10 Czerwca 2024
Nauka
Zakłady Azotowe „Puławy” to, jak podaje Wikipedia, największa polska grupą chemiczna specjalizująca się w wielkotonażowej produkcji nawozów azotowych, jeden z największych na świecie producentów melaminy i największe polskie przedsiębiorstwo wielkiej syntezy chemicznej. Naukowcy z UWM kończą właśnie wielkie, trwające już ponad trzy lata, doświadczenie zlecone im przez Azoty, dotyczące nawożenia roślin uprawnych.
Obiecujący RSM
To już trzeci wspólny projekt Azotów i UWM, podmiotów, które łączą badania nad skutecznością działania nawozów mineralnych, a dokładniej – roztworu saletrzano-mocznikowego (RSM). Jest to nawóz doglebowy – wodny roztwór związków azotu, czyli mocznika i saletry amonowej. Azot to główny składnik pokarmowy roślin i dlatego muszą go dostać tyle, ile potrzebują. Azot z RSM szybko dociera do roślin i jednocześnie zapewnia im długotrwałe zasilanie. RSM jako nawóz płynny jest szczególnie skuteczny w czasie suszy.

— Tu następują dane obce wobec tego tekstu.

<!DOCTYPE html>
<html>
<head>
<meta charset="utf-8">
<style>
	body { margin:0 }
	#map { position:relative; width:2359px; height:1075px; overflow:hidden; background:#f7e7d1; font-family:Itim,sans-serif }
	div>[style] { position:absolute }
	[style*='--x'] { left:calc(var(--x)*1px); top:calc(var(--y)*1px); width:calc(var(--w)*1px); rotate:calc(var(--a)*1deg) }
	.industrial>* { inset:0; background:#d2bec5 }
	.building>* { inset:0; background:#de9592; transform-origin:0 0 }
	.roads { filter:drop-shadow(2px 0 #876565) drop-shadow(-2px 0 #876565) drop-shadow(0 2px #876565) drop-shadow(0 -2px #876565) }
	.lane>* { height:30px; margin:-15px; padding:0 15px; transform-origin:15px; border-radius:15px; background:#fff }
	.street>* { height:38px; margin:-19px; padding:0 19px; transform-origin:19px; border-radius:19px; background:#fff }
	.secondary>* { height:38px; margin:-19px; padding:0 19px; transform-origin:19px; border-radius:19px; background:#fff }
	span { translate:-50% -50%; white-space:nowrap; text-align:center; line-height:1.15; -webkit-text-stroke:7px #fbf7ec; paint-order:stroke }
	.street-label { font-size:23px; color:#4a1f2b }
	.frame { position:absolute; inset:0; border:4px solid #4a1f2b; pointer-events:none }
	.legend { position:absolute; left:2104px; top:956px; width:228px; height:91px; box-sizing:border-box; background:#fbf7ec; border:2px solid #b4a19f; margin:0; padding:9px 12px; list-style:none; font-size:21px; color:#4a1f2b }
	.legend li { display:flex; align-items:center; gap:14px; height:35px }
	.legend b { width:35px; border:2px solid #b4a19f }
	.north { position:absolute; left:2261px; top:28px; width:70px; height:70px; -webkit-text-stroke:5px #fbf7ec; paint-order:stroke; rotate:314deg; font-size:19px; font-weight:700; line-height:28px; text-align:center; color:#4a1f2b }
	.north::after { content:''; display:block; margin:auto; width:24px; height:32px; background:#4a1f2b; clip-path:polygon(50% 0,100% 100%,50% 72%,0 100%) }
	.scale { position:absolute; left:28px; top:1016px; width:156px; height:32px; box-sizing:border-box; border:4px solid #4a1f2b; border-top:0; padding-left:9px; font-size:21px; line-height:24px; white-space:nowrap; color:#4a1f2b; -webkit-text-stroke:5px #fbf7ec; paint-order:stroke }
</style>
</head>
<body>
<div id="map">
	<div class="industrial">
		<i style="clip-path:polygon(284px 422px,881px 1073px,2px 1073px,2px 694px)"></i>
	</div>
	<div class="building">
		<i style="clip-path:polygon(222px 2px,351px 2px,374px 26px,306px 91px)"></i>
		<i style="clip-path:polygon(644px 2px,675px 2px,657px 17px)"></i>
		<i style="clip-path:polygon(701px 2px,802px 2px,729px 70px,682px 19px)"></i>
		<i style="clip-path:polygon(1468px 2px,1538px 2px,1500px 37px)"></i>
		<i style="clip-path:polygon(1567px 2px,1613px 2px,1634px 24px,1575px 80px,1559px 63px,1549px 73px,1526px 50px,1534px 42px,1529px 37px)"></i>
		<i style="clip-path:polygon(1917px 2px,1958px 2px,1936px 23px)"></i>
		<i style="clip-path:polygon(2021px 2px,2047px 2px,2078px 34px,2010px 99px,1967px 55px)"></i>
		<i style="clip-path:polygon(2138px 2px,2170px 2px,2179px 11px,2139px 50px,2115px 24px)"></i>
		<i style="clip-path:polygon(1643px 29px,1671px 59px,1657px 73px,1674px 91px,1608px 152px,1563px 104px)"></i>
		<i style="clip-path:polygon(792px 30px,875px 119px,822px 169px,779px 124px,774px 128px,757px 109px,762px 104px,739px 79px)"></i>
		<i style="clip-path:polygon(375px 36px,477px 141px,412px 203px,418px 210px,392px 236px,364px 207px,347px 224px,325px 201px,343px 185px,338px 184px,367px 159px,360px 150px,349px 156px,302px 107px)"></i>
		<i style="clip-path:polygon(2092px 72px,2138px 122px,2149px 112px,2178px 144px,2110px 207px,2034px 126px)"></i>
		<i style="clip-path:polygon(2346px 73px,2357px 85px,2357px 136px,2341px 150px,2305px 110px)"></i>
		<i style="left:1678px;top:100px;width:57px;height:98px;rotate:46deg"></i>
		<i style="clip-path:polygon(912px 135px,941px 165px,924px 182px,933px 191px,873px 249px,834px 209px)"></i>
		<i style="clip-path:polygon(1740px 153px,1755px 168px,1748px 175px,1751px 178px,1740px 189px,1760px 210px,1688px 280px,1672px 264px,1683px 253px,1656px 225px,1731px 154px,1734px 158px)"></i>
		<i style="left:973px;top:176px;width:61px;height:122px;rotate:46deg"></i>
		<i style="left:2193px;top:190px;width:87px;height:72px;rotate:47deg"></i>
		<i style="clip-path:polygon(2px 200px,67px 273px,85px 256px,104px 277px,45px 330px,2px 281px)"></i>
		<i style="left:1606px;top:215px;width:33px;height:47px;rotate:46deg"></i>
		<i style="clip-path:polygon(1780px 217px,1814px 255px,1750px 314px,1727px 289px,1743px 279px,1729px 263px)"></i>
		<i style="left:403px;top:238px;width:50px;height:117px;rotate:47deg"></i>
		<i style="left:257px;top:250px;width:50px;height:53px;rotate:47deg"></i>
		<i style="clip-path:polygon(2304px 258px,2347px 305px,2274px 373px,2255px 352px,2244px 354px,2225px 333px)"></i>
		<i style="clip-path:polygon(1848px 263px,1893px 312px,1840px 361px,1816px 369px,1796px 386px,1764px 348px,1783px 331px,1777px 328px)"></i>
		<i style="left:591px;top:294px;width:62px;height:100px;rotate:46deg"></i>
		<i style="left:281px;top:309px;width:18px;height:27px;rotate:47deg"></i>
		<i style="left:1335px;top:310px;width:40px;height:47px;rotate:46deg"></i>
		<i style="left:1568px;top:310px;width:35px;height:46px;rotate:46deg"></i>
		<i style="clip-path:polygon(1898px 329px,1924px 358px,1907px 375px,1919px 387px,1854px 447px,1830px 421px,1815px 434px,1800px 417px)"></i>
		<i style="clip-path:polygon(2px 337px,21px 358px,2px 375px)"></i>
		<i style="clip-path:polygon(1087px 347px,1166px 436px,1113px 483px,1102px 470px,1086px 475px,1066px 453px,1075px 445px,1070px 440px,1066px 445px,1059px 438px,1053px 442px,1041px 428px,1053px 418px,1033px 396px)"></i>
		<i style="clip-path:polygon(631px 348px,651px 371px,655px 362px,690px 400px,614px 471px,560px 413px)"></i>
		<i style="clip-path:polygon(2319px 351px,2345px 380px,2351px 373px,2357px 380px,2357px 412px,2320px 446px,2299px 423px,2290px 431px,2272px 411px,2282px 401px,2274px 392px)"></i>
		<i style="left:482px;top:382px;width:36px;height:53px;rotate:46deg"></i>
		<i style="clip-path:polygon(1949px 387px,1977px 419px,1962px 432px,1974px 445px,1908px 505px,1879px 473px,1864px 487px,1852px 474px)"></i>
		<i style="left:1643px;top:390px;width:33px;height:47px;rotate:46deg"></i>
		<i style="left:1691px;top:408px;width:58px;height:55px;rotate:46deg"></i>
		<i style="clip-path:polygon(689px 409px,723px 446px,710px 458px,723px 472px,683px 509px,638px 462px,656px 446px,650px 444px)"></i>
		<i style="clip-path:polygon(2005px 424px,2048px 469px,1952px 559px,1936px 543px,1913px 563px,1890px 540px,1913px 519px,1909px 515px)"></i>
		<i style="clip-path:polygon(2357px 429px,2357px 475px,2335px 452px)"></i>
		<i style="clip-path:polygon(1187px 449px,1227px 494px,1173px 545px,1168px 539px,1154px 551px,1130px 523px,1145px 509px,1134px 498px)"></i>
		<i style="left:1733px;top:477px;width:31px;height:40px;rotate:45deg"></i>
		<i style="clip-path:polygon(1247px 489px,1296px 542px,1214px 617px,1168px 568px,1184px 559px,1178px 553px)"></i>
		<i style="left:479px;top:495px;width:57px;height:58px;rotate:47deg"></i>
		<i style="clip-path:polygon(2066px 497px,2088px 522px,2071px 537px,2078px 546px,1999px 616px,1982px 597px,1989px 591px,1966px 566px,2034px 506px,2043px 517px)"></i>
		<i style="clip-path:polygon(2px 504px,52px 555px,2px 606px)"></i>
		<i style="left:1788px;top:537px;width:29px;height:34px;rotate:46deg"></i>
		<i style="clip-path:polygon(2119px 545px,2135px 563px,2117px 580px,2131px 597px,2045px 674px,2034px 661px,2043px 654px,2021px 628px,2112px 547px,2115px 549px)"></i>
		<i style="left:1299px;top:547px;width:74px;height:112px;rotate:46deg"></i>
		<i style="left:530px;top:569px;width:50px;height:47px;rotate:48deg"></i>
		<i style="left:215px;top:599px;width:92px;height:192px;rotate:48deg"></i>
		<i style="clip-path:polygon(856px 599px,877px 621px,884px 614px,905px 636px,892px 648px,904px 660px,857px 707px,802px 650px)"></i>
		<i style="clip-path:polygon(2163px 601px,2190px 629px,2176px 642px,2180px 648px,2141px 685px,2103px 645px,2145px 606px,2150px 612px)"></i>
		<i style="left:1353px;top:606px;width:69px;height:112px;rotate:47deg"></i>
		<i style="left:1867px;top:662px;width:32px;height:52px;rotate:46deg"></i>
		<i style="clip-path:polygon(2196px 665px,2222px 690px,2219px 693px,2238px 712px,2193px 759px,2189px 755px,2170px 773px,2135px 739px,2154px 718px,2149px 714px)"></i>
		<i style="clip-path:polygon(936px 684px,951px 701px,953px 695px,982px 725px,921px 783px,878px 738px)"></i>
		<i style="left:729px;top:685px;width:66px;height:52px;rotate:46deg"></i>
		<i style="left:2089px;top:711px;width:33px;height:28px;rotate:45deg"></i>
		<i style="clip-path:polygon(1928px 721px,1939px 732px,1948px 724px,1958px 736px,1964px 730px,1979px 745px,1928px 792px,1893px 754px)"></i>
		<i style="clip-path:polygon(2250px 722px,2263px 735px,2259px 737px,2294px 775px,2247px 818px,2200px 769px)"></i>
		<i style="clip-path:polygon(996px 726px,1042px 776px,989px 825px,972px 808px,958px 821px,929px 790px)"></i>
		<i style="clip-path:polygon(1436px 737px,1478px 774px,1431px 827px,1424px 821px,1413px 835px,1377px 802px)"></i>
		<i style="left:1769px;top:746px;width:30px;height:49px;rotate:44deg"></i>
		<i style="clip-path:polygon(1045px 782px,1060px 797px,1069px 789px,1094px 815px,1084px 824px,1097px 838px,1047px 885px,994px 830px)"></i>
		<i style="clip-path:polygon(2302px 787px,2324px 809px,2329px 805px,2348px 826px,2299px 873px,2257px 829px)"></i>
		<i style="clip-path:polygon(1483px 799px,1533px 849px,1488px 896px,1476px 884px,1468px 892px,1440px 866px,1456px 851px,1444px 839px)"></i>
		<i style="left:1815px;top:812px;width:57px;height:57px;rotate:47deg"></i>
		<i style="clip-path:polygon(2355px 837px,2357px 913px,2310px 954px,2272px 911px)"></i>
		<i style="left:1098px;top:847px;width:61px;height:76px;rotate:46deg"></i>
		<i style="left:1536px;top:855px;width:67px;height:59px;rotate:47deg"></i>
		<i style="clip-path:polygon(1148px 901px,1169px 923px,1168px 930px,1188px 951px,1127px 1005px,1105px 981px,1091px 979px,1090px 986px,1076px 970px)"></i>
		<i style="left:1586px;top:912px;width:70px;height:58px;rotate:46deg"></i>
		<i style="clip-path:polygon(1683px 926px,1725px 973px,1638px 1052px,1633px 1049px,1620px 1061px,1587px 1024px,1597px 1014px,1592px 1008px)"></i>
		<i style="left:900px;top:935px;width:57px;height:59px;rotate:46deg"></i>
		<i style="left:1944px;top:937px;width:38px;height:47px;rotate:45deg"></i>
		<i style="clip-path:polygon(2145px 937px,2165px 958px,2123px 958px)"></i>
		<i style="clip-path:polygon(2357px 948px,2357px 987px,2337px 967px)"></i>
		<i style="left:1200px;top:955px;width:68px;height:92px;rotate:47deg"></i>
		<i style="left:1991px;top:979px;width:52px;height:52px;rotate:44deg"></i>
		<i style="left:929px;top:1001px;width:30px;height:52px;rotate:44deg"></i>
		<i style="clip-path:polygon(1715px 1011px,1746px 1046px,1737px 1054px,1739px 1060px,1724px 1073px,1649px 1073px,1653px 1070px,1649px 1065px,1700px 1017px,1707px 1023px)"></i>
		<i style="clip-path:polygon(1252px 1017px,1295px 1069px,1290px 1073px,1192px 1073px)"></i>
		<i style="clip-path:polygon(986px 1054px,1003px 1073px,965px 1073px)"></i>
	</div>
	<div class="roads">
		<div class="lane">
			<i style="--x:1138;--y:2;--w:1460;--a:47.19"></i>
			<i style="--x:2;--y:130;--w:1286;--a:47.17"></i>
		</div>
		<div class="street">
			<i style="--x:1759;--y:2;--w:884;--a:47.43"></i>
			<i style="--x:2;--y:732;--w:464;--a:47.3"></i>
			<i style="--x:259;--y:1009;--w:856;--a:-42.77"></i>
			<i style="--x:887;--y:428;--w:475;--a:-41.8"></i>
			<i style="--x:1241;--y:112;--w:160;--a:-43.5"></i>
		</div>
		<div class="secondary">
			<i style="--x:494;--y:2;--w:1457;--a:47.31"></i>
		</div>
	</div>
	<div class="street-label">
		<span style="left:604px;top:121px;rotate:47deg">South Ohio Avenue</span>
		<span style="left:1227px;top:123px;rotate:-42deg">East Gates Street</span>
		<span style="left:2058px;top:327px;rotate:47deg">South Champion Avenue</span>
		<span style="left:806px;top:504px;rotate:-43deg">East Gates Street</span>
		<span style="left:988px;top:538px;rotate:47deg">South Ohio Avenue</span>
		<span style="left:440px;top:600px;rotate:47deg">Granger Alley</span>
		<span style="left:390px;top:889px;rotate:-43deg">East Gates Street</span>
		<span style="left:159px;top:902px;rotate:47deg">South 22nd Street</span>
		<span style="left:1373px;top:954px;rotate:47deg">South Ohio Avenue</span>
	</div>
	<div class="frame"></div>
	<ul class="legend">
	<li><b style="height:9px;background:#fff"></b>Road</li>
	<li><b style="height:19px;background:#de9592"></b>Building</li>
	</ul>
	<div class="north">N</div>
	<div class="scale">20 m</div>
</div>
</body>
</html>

Aplikuje się go do gleby łatwo i równomiernie. To bardzo dobry nawóz do różnych sposobów nawożenia, wręcz idealny w rolnictwie precyzyjnym. Na dodatek jego przeładunek, transport, magazynowanie i samo nawożenie są łatwiejsze i tańsze niż w przypadku nawozów sypkich, z powodu pełnej mechanizacji prac.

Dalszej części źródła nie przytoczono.